The cited study uses two fantasy baseball teams to explain human potential for postmortem evolution and genetic immortality, while examining the mind-body problem.
Balls of Fire explains several discoveries that cast a new light on human history, evolution, consciousness, and the microbial DNA in our bodies.The science reviewed in Balls of Fire builds on The Isis Thesis (2004) and 13 peer-reviewed journal articles (2005-2019). The Isis Thesis is a semiotic study of ancient Egyptian literature, artwork, ritual, and architecture, showing that ancient Egyptian deities are signs for human and microbial DNA. The ancient texts map a gene expression pathway for human evolution that has been secreted by the elite in many cultures. Balls of Fire explains how baseball originated in ancient Egypt to describe this genetic pathway. In addition, other key historical behaviors (farming, fermentation, milk production, myth, Christianity, alchemy, literature, art, capitalism, genetic engineering, machine fascination) model the same viral gene expression network over time for human evolution.

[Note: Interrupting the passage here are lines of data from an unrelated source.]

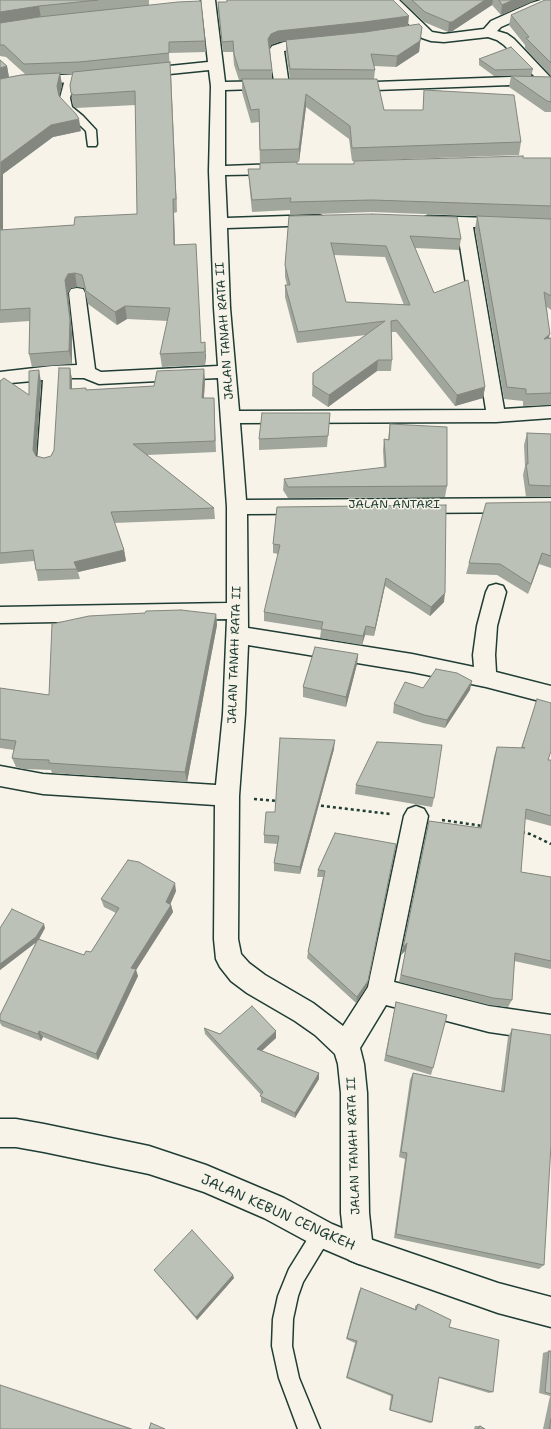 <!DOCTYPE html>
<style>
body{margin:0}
canvas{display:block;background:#f7f3e8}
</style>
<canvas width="551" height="1429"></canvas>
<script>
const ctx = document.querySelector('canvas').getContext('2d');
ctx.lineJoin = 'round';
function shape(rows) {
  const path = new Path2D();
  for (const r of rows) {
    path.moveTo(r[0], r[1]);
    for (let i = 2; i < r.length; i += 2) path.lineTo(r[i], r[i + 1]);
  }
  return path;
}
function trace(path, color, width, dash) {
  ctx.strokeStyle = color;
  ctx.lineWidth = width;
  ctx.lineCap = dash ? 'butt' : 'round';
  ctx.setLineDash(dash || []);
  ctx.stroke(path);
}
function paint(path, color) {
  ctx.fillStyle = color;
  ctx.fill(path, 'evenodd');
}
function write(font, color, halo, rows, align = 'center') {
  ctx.font = font + ' "Shantell Sans",sans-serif';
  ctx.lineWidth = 3;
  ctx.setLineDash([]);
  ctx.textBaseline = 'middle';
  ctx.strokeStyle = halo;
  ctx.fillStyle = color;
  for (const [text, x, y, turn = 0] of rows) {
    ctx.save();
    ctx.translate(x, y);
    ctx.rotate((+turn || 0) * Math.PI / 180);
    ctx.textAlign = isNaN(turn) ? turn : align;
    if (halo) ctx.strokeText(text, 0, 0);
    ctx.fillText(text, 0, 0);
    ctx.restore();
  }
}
const path = shape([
 [254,799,279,801],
 [315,805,390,814],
 [442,820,483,826],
 [522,832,530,834,551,844]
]);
const lane = shape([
 [70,76,75,79,70,98,72,107,83,116,96,130,97,144,96,146,88,146,86,131,62,108,60,98,65,79,70,76],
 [322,1224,329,1227,332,1234,303,1282,298,1296,293,1319,292,1346,299,1378,320,1429,298,1429,279,1378,272,1346,273,1319,278,1296,289,1269,315,1227,322,1224]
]);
const street = shape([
 [201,0,215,0,225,82,274,81,270,57,270,49,272,46,284,42,316,38,321,39,323,42,321,45,316,46,284,51,289,85,287,88,225,90,225,166,278,164,283,166,286,169,283,172,278,174,225,175,227,218,318,215,324,217,326,220,324,223,318,225,227,228,230,308,239,411,486,410,457,227,428,226,422,224,420,221,422,218,428,216,551,220,551,230,473,227,504,409,551,406,551,418,496,422,240,423,246,500,551,498,551,512,247,514,248,628,412,654,474,667,473,655,477,626,486,592,489,586,496,584,503,586,506,592,497,626,495,655,496,672,551,686,551,704,486,687,412,672,248,645,245,714,239,796,238,939,241,954,249,963,265,975,313,1003,343,1026,368,987,404,816,408,809,416,806,424,809,428,816,394,982,489,1006,551,1015,551,1041,489,1032,386,1005,360,1048,364,1064,367,1093,369,1213,373,1250,369,1260,359,1264,349,1260,345,1250,341,1213,341,1093,338,1064,335,1054,315,1035,295,1021,247,993,231,981,220,967,216,959,214,939,215,805,43,794,0,786,0,766,43,774,216,785,223,714,227,619,0,623,0,607,227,603,227,507,218,378,99,384,84,378,60,378,55,461,53,466,46,468,39,466,37,461,43,380,0,384,0,372,52,366,77,365,69,293,71,289,77,288,83,289,85,293,95,369,101,372,218,366,214,308,209,171,211,86,209,70,140,77,135,76,133,73,135,70,140,69,208,62,201,0],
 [385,0,399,0,432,32,444,34,484,29,491,21,531,3,541,0,551,0,551,5,501,27,497,31,507,34,514,39,551,78,551,86,510,85,349,91,344,90,342,87,344,84,349,83,510,77,535,77,504,45,497,40,488,37,444,42,431,41,422,38,385,0],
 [100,73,105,74,107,77,105,80,23,85,0,90,0,82,23,77,100,73]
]);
const secondary = shape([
 [0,1119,16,1119,44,1124,149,1146,206,1165,284,1198,332,1224,361,1236,498,1283,551,1297,551,1327,498,1313,359,1264,312,1244,264,1218,204,1192,149,1174,44,1152,16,1147,0,1147,0,1119]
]);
const wall = shape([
 [0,0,149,0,149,5,205,41,206,52,169,53,177,212,174,213,175,245,201,343,206,356,205,365,162,367,160,354,168,321,127,319,117,325,88,304,84,288,77,287,71,288,68,293,72,333,72,364,32,367,29,354,30,321,0,323,0,60,7,66,9,77,25,74,6,57,0,56],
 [60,74,73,74,70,85,73,106,76,108,136,105,137,214,74,225,3,230,3,174,53,137,81,131,59,97,62,85],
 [401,0,536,0,531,2,501,15,492,5,451,32,448,32,424,22],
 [551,0,551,76,525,48,525,45,509,25,511,15],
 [218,2,422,27,419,52,396,67,374,66,375,70,374,79,384,110,423,110,424,90,521,142,519,155,352,161,349,139,306,107,299,162,297,162,297,164,354,164,354,161,523,158,551,158,551,310,547,307,549,338,551,338,551,405,523,406,523,401,504,399,475,229,477,216,371,212,290,215,290,210,252,212,249,182,248,169,260,169,259,122,251,123,242,92,242,80,239,80,234,65,233,52,223,52,218,12],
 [286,41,286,52,290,79,272,79,272,70,270,48,271,45,278,42],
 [479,59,533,69,531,76,494,76,479,65],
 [511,76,551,77,551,112,545,112,509,87],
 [289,216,461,239,459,250,415,248,434,293,485,387,483,398,455,406,396,332,391,332,392,360,391,371,377,371,328,407,312,396,313,373,366,335,297,343,285,297,285,285,287,285,285,277,285,265],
 [334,255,385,257,404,305,346,302],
 [70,368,72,380,72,389,86,390,154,386,205,380,204,398,214,398,216,452,147,455,214,508,215,519,114,523,124,550,126,561,78,572,80,579,38,581,36,570,34,561,0,564,0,381,29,395,41,382,36,456,44,458,51,456,54,450],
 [330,413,327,447,259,450,259,439],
 [390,424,447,486,445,497,288,498,283,490,284,479,384,468,383,450,384,439,388,440],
 [527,433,551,434,551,497,526,497,523,475,525,466,524,445],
 [551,502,551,568,539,564,528,594,497,575,466,574,469,563],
 [277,507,444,602,430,616,385,586,374,636,365,635,362,645,320,638,321,630,264,621,264,612,278,554,273,553,273,544],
 [216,614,217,625,187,782,52,773,51,770,23,769,16,767,12,758,14,750,0,748,0,688,49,695],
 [358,654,357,664,346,707,303,697,303,687],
 [423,688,470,690,445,728,423,723,393,713,394,704],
 [534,709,548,760,551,760,551,826,525,819,521,872,551,877,551,969,514,961,512,1000,508,1007,489,1005,399,982,406,950,401,955,429,821,480,828,494,757,497,747,521,748],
 [334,749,300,874,274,871,274,863,277,844,264,843,264,835,275,812],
 [356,785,434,798,432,807,355,794],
 [335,833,367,986,356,1003,307,958,308,952,323,877,317,877,318,870],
 [176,891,170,904,171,905,173,912,136,970,138,976,98,1060,43,1037,41,1041,2,1026,0,1023,0,1015,37,941,0,970,0,928,45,928,39,939,84,955,91,952,116,913,104,907,101,899],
 [396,1002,433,1068,431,1075,384,1061],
 [204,1028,220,1034,276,1038,262,1051,319,1073,319,1079,295,1118,261,1102,261,1095,205,1034],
 [512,1029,544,1265,539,1269,394,1238,405,1159,399,1157,410,1080,413,1073,501,1091,508,1037],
 [154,1270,234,1278,197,1320],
 [361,1288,415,1309,415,1306,418,1304,449,1327,493,1392,489,1393,439,1378,432,1422,430,1423,389,1410,391,1396,346,1378,355,1343,346,1339,359,1291],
 [549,1351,551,1351,551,1429,543,1429,550,1396,539,1393,543,1353],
 [475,1426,480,1426,485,1429,474,1429]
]);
const shadedWall = shape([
 [485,0,493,0,492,5,451,32,448,32,449,22],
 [513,0,536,0,531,2,501,15,502,5],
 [39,6,41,18,0,24,0,12],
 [409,16,408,26,364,33,278,42,271,45,269,49,268,39,271,34,278,31],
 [422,27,419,52,396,67,397,56],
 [170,62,171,75,177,212,176,199],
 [7,66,9,78,0,81,0,68],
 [60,73,62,85,59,98,57,86],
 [306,94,306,107,299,162,299,149],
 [79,119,81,131,53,137,3,174,3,239,0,227,1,162,51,125],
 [173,199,174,213,175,259,174,245],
 [75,273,77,287,71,288,68,293,72,333,72,364,69,351,65,280,68,274],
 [125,306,127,319,117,325,115,312],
 [550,334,547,346,544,339],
 [205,342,206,356,205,365],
 [378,360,377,371,328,407,329,395],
 [70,368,72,380,72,400,70,389],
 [204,369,205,380,203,409,202,398],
 [39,370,41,382,36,461,33,450],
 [485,387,483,398,455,406,457,395],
 [124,550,126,561,78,572,74,562],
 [542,553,539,564,528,594,531,584],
 [386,578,385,586,374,636,375,628],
 [445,593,444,602,430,616,431,607],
 [216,614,217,625,187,782,185,772],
 [366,626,365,635,362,645,363,636],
 [358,654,357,664,346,707,346,697],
 [472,681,470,690,445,728,447,720],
 [335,740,334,749,300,874,300,867],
 [396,844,367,986,356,1003,357,997],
 [175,883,176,891,168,910,166,902],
 [171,905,173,912,136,970,138,976,98,1060,96,1054,131,968],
 [44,924,45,928,38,941,0,970,0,964],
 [407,943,406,950,401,955,403,948],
 [39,1031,43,1037,41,1041,38,1034],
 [276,1031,276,1038,257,1055,257,1049],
 [319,1073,319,1079,295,1118,295,1113],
 [233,1275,234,1278,197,1320,196,1317],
 [0,1384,3,1385,133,1429,131,1429]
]);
const building = shape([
 [0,0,98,0,39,6,0,12,0,0],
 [227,0,393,0,409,16,364,22,278,31,271,34,268,39,272,70,239,70,234,54,233,41,222,42,218,2,227,2,227,0],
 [412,0,485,0,452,22,449,22,425,12,412,0],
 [499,0,513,0,502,5,499,0],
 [545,0,551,0,551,63,526,38,529,37,511,15,545,0],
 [201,1,205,41,169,42,169,53,79,62,24,64,4,45,0,45,0,23,39,17,178,2,201,1],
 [419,24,422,27,420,41,397,56,371,54,375,70,290,69,286,40,365,32,419,24],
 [511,47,533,69,495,70,479,59,511,47],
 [0,60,7,66,0,68,0,60],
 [170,62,176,199,173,199,174,245,196,244,201,343,205,342,205,352,160,354,170,308,125,306,115,312,86,291,82,275,75,273,68,274,65,280,70,320,69,351,29,354,30,308,0,310,0,230,74,225,75,217,137,214,135,91,74,95,71,93,70,85,73,72,170,62],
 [60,73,57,86,59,96,76,114,79,119,51,125,1,162,0,227,0,79,21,75,60,73],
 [511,76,551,77,551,102,547,101,511,76],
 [242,79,377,79,384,110,423,110,424,90,514,95,521,142,352,148,350,126,306,94,299,149,260,150,259,109,251,110,242,79],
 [523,156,523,158,551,158,551,206,372,200,290,202,291,198,252,200,248,169,260,169,260,163,297,162,297,164,354,164,354,161,523,156],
 [372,214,457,217,461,239,410,236,434,293,468,280,485,387,457,395,397,320,391,321,392,360,378,360,329,395,313,385,313,373,385,321,298,332,285,285,290,285,285,265,289,216,372,214],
 [331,243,386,246,410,305,346,302,331,243],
 [477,216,551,219,551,296,544,292,550,334,544,339,551,338,551,393,526,394,526,389,507,387,477,216],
 [59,368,70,368,70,389,86,388,86,390,154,386,157,371,204,369,202,398,214,398,215,441,133,444,214,508,111,512,124,550,74,562,77,569,36,570,33,550,0,553,0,381,4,378,29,395,29,371,39,370,33,450,36,456,44,458,51,456,54,450,59,368],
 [262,413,330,413,328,436,259,439,262,413],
 [390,424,447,427,447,486,288,487,284,479,386,467,384,439,389,440,390,424],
 [527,433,551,434,551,486,529,485,526,464,528,464,527,433],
 [551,502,551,556,542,553,531,584,500,564,469,563,486,503,551,502],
 [446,505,445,593,431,607,386,578,375,628,366,626,363,636,321,629,323,622,264,612,280,545,273,544,277,507,446,505],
 [181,610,216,614,185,772,49,763,49,760,20,759,12,758,16,741,0,739,0,688,49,695,52,624,89,616,145,613,146,611,181,610],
 [315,647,358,654,346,697,303,687,315,647],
 [436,669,457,673,472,681,447,720,424,715,394,704,405,682,423,688,436,669],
 [537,699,551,703,551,751,548,760,551,760,551,816,526,809,521,872,551,877,551,961,515,953,512,1000,493,998,401,975,407,943,403,948,429,821,481,828,497,747,525,748,522,747,537,699],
 [280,738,335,740,300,867,274,863,279,836,264,835,266,812,275,812,280,738],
 [377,742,442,745,434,798,356,785,377,742],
 [335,833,396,844,368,981,357,997,308,952,325,871,318,870,335,833],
 [128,860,139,862,175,883,166,902,171,905,131,968,136,969,96,1054,39,1031,38,1034,0,1020,0,1015,38,939,84,955,86,951,91,952,119,908,101,899,128,860],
 [12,909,44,924,36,937,0,964,0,928,12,909],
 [396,1002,447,1015,433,1068,386,1055,396,1002],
 [252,1006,276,1031,257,1049,319,1073,295,1113,260,1096,263,1092,204,1028,220,1034,252,1006],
 [512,1029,551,1035,551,1145,544,1265,396,1234,407,1153,401,1152,413,1073,504,1092,512,1029],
 [192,1230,233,1275,196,1317,154,1270,192,1230],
 [361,1288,416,1310,418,1304,451,1320,449,1327,499,1340,493,1392,439,1377,432,1422,390,1410,393,1395,347,1377,357,1341,347,1338,361,1288],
 [549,1351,551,1351,551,1394,545,1392,549,1351],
 [0,1385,131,1429,0,1429,0,1385],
 [551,1419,551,1429,549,1429,551,1419],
 [151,1423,165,1429,149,1429,151,1423],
 [480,1426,485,1429,478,1429,480,1426]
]);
const streetNames = [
 ["JALAN TANAH RATA II",225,331,-94],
 ["JALAN ANTARI",394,505],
 ["JALAN TANAH RATA II",235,655,-88],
 ["JALAN TANAH RATA II",354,1146,-92]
];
const nearStreetnames = [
 ["JALAN KEBUN CENGKEH",278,1213,24]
];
trace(lane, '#1f3d34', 3);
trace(street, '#1f3d34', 3);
trace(secondary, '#1f3d34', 3);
trace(path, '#1f3d34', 2.5, [3, 3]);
paint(lane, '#f7f3e8');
paint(street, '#f7f3e8');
paint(secondary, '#f7f3e8');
paint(wall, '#a1a69d');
paint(shadedWall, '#83877f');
paint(building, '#bbc1b6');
trace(building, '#83877f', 1);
write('12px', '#1f3d34', '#f7f3e8', streetNames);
write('14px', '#1f3d34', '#f7f3e8', nearStreetnames);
</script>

Balls of Fire: A Science of Life and Death won 1st Place in the category "Body, Mind, Spirit" for Reader Views Literary Awards (2015-2016). The study was also a Finalist in the 18th annual Foreword Reviews' INDIEFAB Book of the Year Awards in the Nonfiction Adult category of "Body, Mind, Spirit."
Using a baseball model of two teams, Balls of Fire presents the scientific argument for and against the Isis Thesis through a fantasy-draft of dead and living scientists, philosophers, writers and other creative artists. This book is organized into five sections: Spring Training, Baseball Diamonds, Pregame, Fly-Ball Ferris Wheel, and Opening Day. Balls of Fire exposes the hidden survival message in baseball, culture, alchemy, literary texts, Christianity, world visions, our sciences, and history itself. Welcome to the Game of the Centuries.
In 2006, King presented The Isis Thesis on the microbiological meaning of Ancient Egyptian texts, artwork, ritual, and architecture at the Second International Congress for Young Egyptologists in Lisbon, Portugal.